- Task to complete
Each record below should be repeated precisely as written.

▼▼▼

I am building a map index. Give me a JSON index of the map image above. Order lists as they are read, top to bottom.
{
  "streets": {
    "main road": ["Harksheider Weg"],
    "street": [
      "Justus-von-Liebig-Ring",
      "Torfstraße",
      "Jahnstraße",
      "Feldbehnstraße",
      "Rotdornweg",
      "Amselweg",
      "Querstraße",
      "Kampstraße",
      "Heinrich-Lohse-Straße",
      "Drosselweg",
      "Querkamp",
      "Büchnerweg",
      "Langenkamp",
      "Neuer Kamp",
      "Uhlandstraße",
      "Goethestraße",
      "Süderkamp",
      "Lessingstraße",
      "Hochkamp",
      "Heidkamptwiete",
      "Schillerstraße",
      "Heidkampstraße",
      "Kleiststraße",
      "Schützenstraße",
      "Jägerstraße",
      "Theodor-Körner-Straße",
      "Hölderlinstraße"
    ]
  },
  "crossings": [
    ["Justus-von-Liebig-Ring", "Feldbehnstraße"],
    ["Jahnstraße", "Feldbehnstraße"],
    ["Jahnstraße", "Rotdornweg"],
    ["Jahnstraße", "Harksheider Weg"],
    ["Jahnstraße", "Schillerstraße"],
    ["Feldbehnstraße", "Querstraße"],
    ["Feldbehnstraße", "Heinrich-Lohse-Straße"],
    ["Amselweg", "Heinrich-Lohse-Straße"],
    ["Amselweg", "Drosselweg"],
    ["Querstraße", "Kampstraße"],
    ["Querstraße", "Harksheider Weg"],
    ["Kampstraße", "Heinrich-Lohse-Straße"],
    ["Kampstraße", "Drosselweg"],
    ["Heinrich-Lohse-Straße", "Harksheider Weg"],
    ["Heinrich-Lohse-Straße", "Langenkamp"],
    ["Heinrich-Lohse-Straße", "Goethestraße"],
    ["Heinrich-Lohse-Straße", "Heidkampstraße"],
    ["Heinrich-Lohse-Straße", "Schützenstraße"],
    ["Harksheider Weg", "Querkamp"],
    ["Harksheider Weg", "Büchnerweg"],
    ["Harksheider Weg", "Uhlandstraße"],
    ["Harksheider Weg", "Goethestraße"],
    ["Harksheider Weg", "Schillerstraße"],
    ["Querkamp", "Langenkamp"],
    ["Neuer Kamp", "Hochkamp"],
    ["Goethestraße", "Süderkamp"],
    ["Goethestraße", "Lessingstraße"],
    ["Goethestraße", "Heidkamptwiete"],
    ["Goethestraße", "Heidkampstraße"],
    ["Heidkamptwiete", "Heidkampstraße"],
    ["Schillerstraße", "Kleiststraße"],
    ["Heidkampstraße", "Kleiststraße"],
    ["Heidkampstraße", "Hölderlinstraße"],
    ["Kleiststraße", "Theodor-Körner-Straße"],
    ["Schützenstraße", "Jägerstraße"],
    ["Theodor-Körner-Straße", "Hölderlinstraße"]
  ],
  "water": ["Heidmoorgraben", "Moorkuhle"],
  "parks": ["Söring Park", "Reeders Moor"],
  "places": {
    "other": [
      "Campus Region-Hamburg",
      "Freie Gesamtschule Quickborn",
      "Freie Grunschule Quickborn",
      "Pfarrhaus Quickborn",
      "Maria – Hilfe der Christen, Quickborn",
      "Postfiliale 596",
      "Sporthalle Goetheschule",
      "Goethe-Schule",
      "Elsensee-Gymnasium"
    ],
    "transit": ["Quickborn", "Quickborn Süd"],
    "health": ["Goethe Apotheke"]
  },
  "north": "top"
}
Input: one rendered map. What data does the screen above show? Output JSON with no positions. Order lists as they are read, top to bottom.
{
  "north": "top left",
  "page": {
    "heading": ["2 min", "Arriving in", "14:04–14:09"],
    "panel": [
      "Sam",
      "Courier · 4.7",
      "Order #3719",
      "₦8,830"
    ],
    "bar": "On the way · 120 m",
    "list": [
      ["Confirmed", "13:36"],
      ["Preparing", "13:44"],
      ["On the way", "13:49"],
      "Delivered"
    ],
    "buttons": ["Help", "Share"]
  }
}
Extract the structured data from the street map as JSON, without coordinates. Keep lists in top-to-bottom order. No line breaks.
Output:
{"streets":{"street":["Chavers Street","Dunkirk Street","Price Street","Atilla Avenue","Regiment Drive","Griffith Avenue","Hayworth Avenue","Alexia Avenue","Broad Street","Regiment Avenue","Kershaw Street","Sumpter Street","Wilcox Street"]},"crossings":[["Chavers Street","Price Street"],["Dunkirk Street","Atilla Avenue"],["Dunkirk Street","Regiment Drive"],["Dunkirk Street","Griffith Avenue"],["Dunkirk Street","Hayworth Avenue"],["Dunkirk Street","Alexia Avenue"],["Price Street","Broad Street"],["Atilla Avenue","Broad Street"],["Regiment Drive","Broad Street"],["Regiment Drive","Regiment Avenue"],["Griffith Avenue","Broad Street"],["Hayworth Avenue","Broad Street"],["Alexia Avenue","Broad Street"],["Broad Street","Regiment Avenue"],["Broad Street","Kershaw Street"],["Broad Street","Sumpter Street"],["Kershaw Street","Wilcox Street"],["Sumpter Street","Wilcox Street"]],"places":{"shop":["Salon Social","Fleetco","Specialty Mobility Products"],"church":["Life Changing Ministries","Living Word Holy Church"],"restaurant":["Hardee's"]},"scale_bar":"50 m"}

▲▲▲

- Result for this task
I am building a map index. Give me a JSON index of the map image above. Order lists as they are read, top to bottom.
{
  "streets": {
    "main road": ["Harksheider Weg"],
    "street": [
      "Justus-von-Liebig-Ring",
      "Torfstraße",
      "Jahnstraße",
      "Feldbehnstraße",
      "Rotdornweg",
      "Amselweg",
      "Querstraße",
      "Kampstraße",
      "Heinrich-Lohse-Straße",
      "Drosselweg",
      "Querkamp",
      "Büchnerweg",
      "Langenkamp",
      "Neuer Kamp",
      "Uhlandstraße",
      "Goethestraße",
      "Süderkamp",
      "Lessingstraße",
      "Hochkamp",
      "Heidkamptwiete",
      "Schillerstraße",
      "Heidkampstraße",
      "Kleiststraße",
      "Schützenstraße",
      "Jägerstraße",
      "Theodor-Körner-Straße",
      "Hölderlinstraße"
    ]
  },
  "crossings": [
    ["Justus-von-Liebig-Ring", "Feldbehnstraße"],
    ["Jahnstraße", "Feldbehnstraße"],
    ["Jahnstraße", "Rotdornweg"],
    ["Jahnstraße", "Harksheider Weg"],
    ["Jahnstraße", "Schillerstraße"],
    ["Feldbehnstraße", "Querstraße"],
    ["Feldbehnstraße", "Heinrich-Lohse-Straße"],
    ["Amselweg", "Heinrich-Lohse-Straße"],
    ["Amselweg", "Drosselweg"],
    ["Querstraße", "Kampstraße"],
    ["Querstraße", "Harksheider Weg"],
    ["Kampstraße", "Heinrich-Lohse-Straße"],
    ["Kampstraße", "Drosselweg"],
    ["Heinrich-Lohse-Straße", "Harksheider Weg"],
    ["Heinrich-Lohse-Straße", "Langenkamp"],
    ["Heinrich-Lohse-Straße", "Goethestraße"],
    ["Heinrich-Lohse-Straße", "Heidkampstraße"],
    ["Heinrich-Lohse-Straße", "Schützenstraße"],
    ["Harksheider Weg", "Querkamp"],
    ["Harksheider Weg", "Büchnerweg"],
    ["Harksheider Weg", "Uhlandstraße"],
    ["Harksheider Weg", "Goethestraße"],
    ["Harksheider Weg", "Schillerstraße"],
    ["Querkamp", "Langenkamp"],
    ["Neuer Kamp", "Hochkamp"],
    ["Goethestraße", "Süderkamp"],
    ["Goethestraße", "Lessingstraße"],
    ["Goethestraße", "Heidkamptwiete"],
    ["Goethestraße", "Heidkampstraße"],
    ["Heidkamptwiete", "Heidkampstraße"],
    ["Schillerstraße", "Kleiststraße"],
    ["Heidkampstraße", "Kleiststraße"],
    ["Heidkampstraße", "Hölderlinstraße"],
    ["Kleiststraße", "Theodor-Körner-Straße"],
    ["Schützenstraße", "Jägerstraße"],
    ["Theodor-Körner-Straße", "Hölderlinstraße"]
  ],
  "water": ["Heidmoorgraben", "Moorkuhle"],
  "parks": ["Söring Park", "Reeders Moor"],
  "places": {
    "other": [
      "Campus Region-Hamburg",
      "Freie Gesamtschule Quickborn",
      "Freie Grunschule Quickborn",
      "Pfarrhaus Quickborn",
      "Maria – Hilfe der Christen, Quickborn",
      "Postfiliale 596",
      "Sporthalle Goetheschule",
      "Goethe-Schule",
      "Elsensee-Gymnasium"
    ],
    "transit": ["Quickborn", "Quickborn Süd"],
    "health": ["Goethe Apotheke"]
  },
  "north": "top"
}
Input: one rendered map. What data does the screen above show? Output JSON with no positions. Order lists as they are read, top to bottom.
{
  "north": "top left",
  "page": {
    "heading": ["2 min", "Arriving in", "14:04–14:09"],
    "panel": [
      "Sam",
      "Courier · 4.7",
      "Order #3719",
      "₦8,830"
    ],
    "bar": "On the way · 120 m",
    "list": [
      ["Confirmed", "13:36"],
      ["Preparing", "13:44"],
      ["On the way", "13:49"],
      "Delivered"
    ],
    "buttons": ["Help", "Share"]
  }
}
Extract the structured data from the street map as JSON, without coordinates. Keep lists in top-to-bottom order. No line breaks.
Output:
{"streets":{"street":["Chavers Street","Dunkirk Street","Price Street","Atilla Avenue","Regiment Drive","Griffith Avenue","Hayworth Avenue","Alexia Avenue","Broad Street","Regiment Avenue","Kershaw Street","Sumpter Street","Wilcox Street"]},"crossings":[["Chavers Street","Price Street"],["Dunkirk Street","Atilla Avenue"],["Dunkirk Street","Regiment Drive"],["Dunkirk Street","Griffith Avenue"],["Dunkirk Street","Hayworth Avenue"],["Dunkirk Street","Alexia Avenue"],["Price Street","Broad Street"],["Atilla Avenue","Broad Street"],["Regiment Drive","Broad Street"],["Regiment Drive","Regiment Avenue"],["Griffith Avenue","Broad Street"],["Hayworth Avenue","Broad Street"],["Alexia Avenue","Broad Street"],["Broad Street","Regiment Avenue"],["Broad Street","Kershaw Street"],["Broad Street","Sumpter Street"],["Kershaw Street","Wilcox Street"],["Sumpter Street","Wilcox Street"]],"places":{"shop":["Salon Social","Fleetco","Specialty Mobility Products"],"church":["Life Changing Ministries","Living Word Holy Church"],"restaurant":["Hardee's"]},"scale_bar":"50 m"}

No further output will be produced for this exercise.